The need for change is now
The Forrester study found that 80% of respondents view reducing data and information silos as a critical or high priority. The reasons for this urgency include:
- Nearly half of respondents say silos increase the risk of making mistakes.
- 46% say poor business processes increase the risk of manual errors.
- Nearly a third of respondents (31%) indicated they saw revenue decrease as a direct result of organization silos, inaccurate data, and broken work processes.
What do these mistakes look like in practice? When the org is fractured along software lines, collaboration is filled with friction and customer experience suffers. Without visibility into the product roadmap, for example, Marketing might release campaigns that compete with (rather than support) major product launches.
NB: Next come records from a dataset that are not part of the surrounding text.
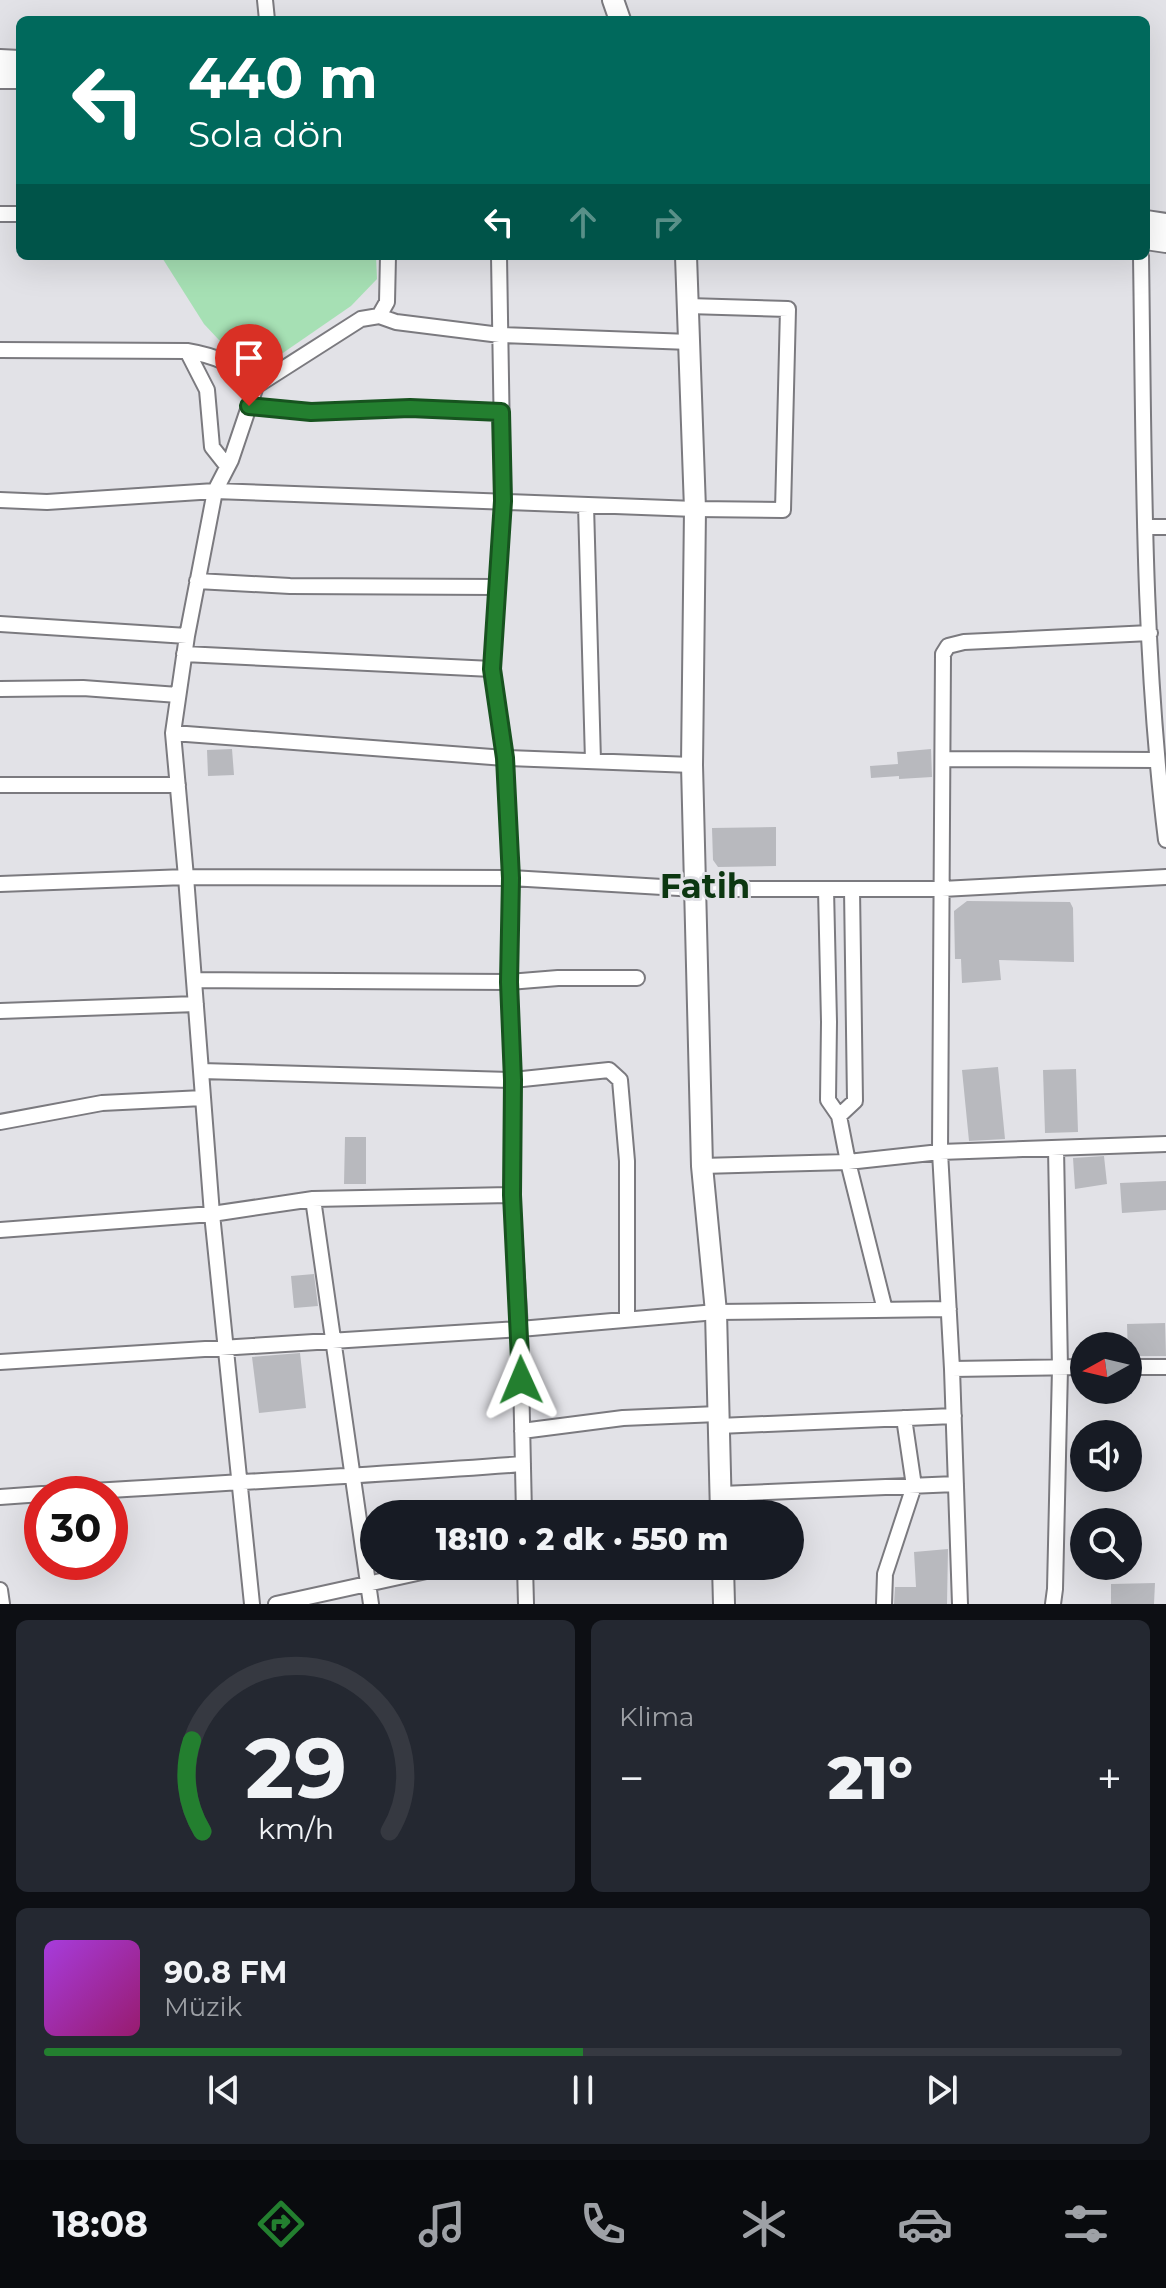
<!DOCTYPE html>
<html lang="tr">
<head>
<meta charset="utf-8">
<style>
  body { margin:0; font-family:Montserrat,sans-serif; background:#242831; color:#f1f3f6; height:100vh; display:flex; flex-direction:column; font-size:30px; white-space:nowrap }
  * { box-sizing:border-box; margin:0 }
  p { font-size:26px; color:#9ea1a6 }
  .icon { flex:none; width:44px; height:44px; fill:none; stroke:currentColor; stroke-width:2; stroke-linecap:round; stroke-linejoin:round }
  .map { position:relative; height:1604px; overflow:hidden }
  .panel { display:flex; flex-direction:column; gap:16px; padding:16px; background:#0d0f14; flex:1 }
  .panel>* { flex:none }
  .banner { position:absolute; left:16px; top:16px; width:1134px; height:244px; border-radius:12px; box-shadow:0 8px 32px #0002; background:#00695c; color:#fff; overflow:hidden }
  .needle { width:52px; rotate:262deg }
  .tools { position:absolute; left:1070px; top:1332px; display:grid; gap:16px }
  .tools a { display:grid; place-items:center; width:72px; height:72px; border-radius:50%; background:#171b24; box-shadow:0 8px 32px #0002; font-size:40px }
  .speed { position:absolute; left:24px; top:1476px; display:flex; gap:16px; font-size:40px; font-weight:700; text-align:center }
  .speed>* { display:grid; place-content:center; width:104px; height:104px; border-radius:50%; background:#171b24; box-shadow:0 8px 32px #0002; line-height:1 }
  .speed .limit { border:12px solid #d22; background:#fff; color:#111 }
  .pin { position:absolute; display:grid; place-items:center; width:68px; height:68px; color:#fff; margin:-82px -34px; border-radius:50% 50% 50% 0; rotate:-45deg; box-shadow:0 0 8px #0007 }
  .pin .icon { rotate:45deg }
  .me { position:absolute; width:88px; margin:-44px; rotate:359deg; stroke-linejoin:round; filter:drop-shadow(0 0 6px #0008) }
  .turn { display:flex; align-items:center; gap:28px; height:168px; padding:0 40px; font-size:36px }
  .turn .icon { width:104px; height:104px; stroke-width:2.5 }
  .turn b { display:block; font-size:56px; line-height:68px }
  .lanes { display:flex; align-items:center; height:76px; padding:0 40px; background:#0003; justify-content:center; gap:40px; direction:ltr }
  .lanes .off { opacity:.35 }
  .big { font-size:60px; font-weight:800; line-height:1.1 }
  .panel .widget { flex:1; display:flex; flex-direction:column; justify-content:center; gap:12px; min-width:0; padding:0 28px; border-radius:12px; background:#242831 }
  .panel .dial { align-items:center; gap:0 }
  .dial svg { height:208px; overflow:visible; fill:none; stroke:#363941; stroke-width:7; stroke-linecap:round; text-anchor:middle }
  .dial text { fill:#f1f3f6; stroke:none }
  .song { display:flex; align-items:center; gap:24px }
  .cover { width:96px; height:96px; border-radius:12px; background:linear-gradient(135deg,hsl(280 70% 55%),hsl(320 70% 35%)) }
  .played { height:8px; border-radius:4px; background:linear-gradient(90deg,#237f2f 50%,#363941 50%) }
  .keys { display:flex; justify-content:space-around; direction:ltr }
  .heat { display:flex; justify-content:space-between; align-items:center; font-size:44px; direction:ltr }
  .panel .tiles { flex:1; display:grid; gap:16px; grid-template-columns:1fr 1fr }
  .widget:last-child { grid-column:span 2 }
  .trip { position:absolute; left:360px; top:1500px; width:444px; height:80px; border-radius:40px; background:#171b24; box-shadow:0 8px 32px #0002; font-weight:800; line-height:80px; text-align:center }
  .dock { display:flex; height:128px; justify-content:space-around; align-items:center; background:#090b0e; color:#9ea1a6 }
  .dock .icon { width:56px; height:56px }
  .dock .active { color:#237f2f }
  .dock b { font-size:36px; color:#f1f3f6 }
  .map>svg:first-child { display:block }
</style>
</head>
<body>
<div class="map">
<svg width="1166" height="1604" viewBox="0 0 1166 1604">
  <rect width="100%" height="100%" fill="#e2e2e7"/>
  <path fill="#a6e0b4" d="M 161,256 L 376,256 L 377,279 L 351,306 L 264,366 L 235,357 L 204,324 Z"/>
  <path fill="#b8b9be" d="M 232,749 L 234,775 L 208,776 L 207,750 Z
    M 931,749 L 932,777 L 899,779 L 899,776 L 871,778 L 870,766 L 898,764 L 897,752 Z
    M 776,827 L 776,866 L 718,867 L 713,860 L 712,828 Z
    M 967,901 L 1070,902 L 1073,908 L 1074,962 L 999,960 L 1001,980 L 962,983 L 961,959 L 955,959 L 954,911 Z
    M 998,1067 L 1005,1139 L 969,1141 L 962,1070 Z
    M 1076,1069 L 1078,1132 L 1045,1133 L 1043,1070 Z
    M 345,1137 L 366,1137 L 366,1184 L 344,1184 Z
    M 1104,1156 L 1107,1184 L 1075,1189 L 1073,1158 Z
    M 1166,1181 L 1166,1210 L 1122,1213 L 1120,1183 Z
    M 314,1274 L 318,1306 L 294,1308 L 291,1276 Z
    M 1165,1323 L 1166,1356 L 1128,1356 L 1127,1324 Z
    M 300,1353 L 306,1408 L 259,1413 L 252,1357 Z
    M 948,1549 L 947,1604 L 894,1604 L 895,1587 L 916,1587 L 914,1552 Z
    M 1155,1583 L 1154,1604 L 1111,1604 L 1111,1584 Z"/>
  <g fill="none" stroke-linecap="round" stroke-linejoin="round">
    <defs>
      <path id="street" d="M 265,0 L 267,20
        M 0,214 L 19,214
        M 499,256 L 503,501 L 492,669 L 505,758 L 511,878 L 509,982 L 513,1080 L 512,1195 L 520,1329 L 524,1514
        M 1141,256 C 1144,451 1142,647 1166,840
        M 379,316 L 396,322 L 500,335 L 690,342
        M 0,350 L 187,351 C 217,356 235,364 256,386 L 231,460 L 215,491 L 187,636 L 173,733 L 186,877 L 212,1214 L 252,1604
        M 187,351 L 207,390 L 212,447 L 227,466
        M 256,386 L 361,319 L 379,316 L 387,302 L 388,256
        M 249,406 L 311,412 L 410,408 L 501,412
        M 0,500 L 47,502 L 215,491 L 695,509 L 783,510 L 788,309 L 688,306
        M 586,505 L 593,761
        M 1145,527 L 1166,527
        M 197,581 L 290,586 L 497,587
        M 0,624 L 187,636
        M 184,654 L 492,669
        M 0,689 L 83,688 L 178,695
        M 173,733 L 505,758 L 692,765
        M 943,759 L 1156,760
        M 0,785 L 178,785
        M 0,884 L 186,877 L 511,878 L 696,889 L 942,889 L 1166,877
        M 826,889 L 829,1022 L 828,1100 L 839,1116
        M 852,889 L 855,1101 L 839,1116 L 848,1162 L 885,1310
        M 194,980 L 509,982 L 558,978 L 637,978
        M 0,1011 L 196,1004
        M 201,1071 L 513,1080 L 609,1070 L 620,1080 L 627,1161 L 627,1318
        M 0,1122 L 102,1103 L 203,1098
        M 702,1166 L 848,1162 L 940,1152 L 1166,1144
        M 313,1199 L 371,1604
        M 0,1230 L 212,1214 L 313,1199 L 512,1195
        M 0,1362 L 520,1329 L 716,1312 L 949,1309
        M 1128,1367 L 1166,1367
        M 952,1369 L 1084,1367
        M 719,1426 L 954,1416
        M 522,1431 L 623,1418 L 718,1414
        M 44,1494 C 204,1484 363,1476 523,1464
        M 721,1494 L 956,1484
        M 0,1497 L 42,1494
        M 525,1566 L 526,1604
        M 0,1590 L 2,1604
        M 276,1604 L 449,1566
        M 884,1604 L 885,1574 L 914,1486 L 904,1418
        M 960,1604 L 952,1369 L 940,1152 L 943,654 L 948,646 L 964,642 L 1150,633
        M 1053,1604 L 1055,1589 L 1060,1368 L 1056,1148"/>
      <path id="secondary" d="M 613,0 L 620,20
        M 0,60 L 20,61
        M 0,78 L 20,78
        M 1146,221 L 1166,224
        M 1146,239 L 1166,242
        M 686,256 L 695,509 L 692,765 L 702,1166 L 716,1312 L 721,1514
        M 723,1566 L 724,1604"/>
    </defs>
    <use href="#street" stroke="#7b7a7f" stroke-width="18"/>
    <use href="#secondary" stroke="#7b7a7f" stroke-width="24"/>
    <use href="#street" stroke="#fff" stroke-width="14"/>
    <use href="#secondary" stroke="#fff" stroke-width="20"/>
  </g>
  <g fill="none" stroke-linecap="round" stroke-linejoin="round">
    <defs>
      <path id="route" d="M 249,406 L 311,412 L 410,408 L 501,412 L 503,501 L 492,669 L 505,758 L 511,878 L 509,982 L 513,1080 L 512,1195 L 521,1380"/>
    </defs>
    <use href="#route" stroke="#17531f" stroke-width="20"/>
    <use href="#route" stroke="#237f2f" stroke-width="14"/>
  </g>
  <g text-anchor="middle" stroke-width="6" stroke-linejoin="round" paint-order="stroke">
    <g font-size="34" font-weight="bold" fill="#0c3711" stroke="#e2e2e7">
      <text x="705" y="898">Fatih</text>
    </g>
  </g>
</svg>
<div class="tools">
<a><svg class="needle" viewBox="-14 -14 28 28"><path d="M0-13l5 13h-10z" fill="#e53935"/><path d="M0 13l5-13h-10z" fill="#9ea1a6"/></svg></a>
<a><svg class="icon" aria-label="sound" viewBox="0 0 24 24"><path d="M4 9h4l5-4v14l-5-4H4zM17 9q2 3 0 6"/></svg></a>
<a><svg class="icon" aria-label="search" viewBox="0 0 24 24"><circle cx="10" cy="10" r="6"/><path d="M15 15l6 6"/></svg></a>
</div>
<div class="speed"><div class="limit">30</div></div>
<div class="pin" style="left:249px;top:406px;background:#d93025"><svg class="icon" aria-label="arrive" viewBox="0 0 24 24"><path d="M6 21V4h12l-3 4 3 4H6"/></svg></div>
<svg class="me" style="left:521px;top:1380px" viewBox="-20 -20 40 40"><path d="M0-17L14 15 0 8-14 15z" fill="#237f2f" stroke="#fff" stroke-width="4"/></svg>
<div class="trip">18:10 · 2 dk · 550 m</div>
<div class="banner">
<div class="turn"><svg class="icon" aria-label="left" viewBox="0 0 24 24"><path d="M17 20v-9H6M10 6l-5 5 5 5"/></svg><div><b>440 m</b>Sola dön</div></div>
<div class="lanes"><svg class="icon" aria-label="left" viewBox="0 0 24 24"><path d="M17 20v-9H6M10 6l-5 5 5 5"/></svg><svg class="icon off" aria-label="ahead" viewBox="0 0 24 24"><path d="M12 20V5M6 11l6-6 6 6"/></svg><svg class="icon off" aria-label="right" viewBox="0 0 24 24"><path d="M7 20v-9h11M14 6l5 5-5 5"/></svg></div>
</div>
</div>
<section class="panel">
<div class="tiles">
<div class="widget dial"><svg viewBox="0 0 100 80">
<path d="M14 69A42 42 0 1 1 86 69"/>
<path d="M14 69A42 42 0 0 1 10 34" stroke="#237f2f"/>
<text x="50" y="56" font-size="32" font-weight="700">29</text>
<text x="50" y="72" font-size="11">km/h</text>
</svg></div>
<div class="widget"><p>Klima</p>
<div class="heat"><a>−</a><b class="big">21°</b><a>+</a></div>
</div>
<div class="widget">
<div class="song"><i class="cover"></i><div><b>90.8 FM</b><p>Müzik</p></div></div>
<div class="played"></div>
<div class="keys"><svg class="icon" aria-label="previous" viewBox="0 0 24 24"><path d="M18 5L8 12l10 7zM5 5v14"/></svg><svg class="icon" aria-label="pause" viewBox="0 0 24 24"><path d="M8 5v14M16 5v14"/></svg><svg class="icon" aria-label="next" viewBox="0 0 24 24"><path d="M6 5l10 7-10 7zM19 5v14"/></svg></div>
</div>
</div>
</section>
<nav class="dock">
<b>18:08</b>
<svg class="icon active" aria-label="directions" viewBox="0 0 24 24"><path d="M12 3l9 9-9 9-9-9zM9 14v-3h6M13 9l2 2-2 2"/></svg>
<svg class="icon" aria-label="music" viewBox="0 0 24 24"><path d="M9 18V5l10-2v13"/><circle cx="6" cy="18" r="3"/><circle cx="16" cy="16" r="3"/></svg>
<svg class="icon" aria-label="phone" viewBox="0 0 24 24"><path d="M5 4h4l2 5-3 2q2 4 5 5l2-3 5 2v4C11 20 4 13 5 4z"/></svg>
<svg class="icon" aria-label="climate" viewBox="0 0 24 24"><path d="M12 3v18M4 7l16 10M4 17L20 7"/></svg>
<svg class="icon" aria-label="car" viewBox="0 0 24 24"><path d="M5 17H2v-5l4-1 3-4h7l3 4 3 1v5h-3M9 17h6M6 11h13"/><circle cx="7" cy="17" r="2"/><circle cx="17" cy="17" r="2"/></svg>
<svg class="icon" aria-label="filters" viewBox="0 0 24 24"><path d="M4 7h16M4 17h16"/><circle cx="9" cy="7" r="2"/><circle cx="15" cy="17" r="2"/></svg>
</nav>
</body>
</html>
And, when your go-to-market strategy conflicts with the in-product experience, potential customers are left confused and trust is quickly eroded. If you’ve got 367 tools, that’s 367 potential blindspots.
Silos stifle employee satisfaction
When your organization is fractured by hundreds of tools that don’t speak to each other, employees waste time searching for information living in different places—software, spreadsheets, emails, and comment threads. You’re unsure how your work connects to other initiatives, and time is lost to repetitive and unnecessary status checks and updates.
You might find yourself answering questions like: "Do you know where this data lives?" "Which version is most accurate?" "Why are we measuring this in multiple ways?" "Do you have the latest update on this?"
Forrester’s study explored the drain of these organizational and data silos on employee experience. The research discovered:
- Employees spend 2.4 hours daily looking for data and information to do their work.
- When cross-collaboration is rated as difficult, productivity, employee morale, and revenue drop.
- The top reason that employees report disengaging is that it’s too hard to find the information they need to do their jobs.
How connected apps solve silos
The need for connection—between teams, tools, and data—is the resounding message throughout the Forrester study. And one way to achieve this connection, Forrester found, is to empower employees to build connected apps.
Connected apps are a network of apps that share a common data source and live on the same platform. On average, respondents reported they'd save 29% (11.6 hrs) of their week by implementing connected apps. And that connected apps help improve productivity, reduce friction, and boost employee engagement.
With this potential in mind, we recently announced Airtable Connected Apps Platform as a solution for teams to work the way they want, without sacrificing connection with other teams across the org. Most importantly, the single platform syncs data automatically between apps, which allows teams to make stronger decisions and sustain bottom-line results. Speed no longer occurs solely at the team level—it’s elevated to the entire organization moving quickly, in unison.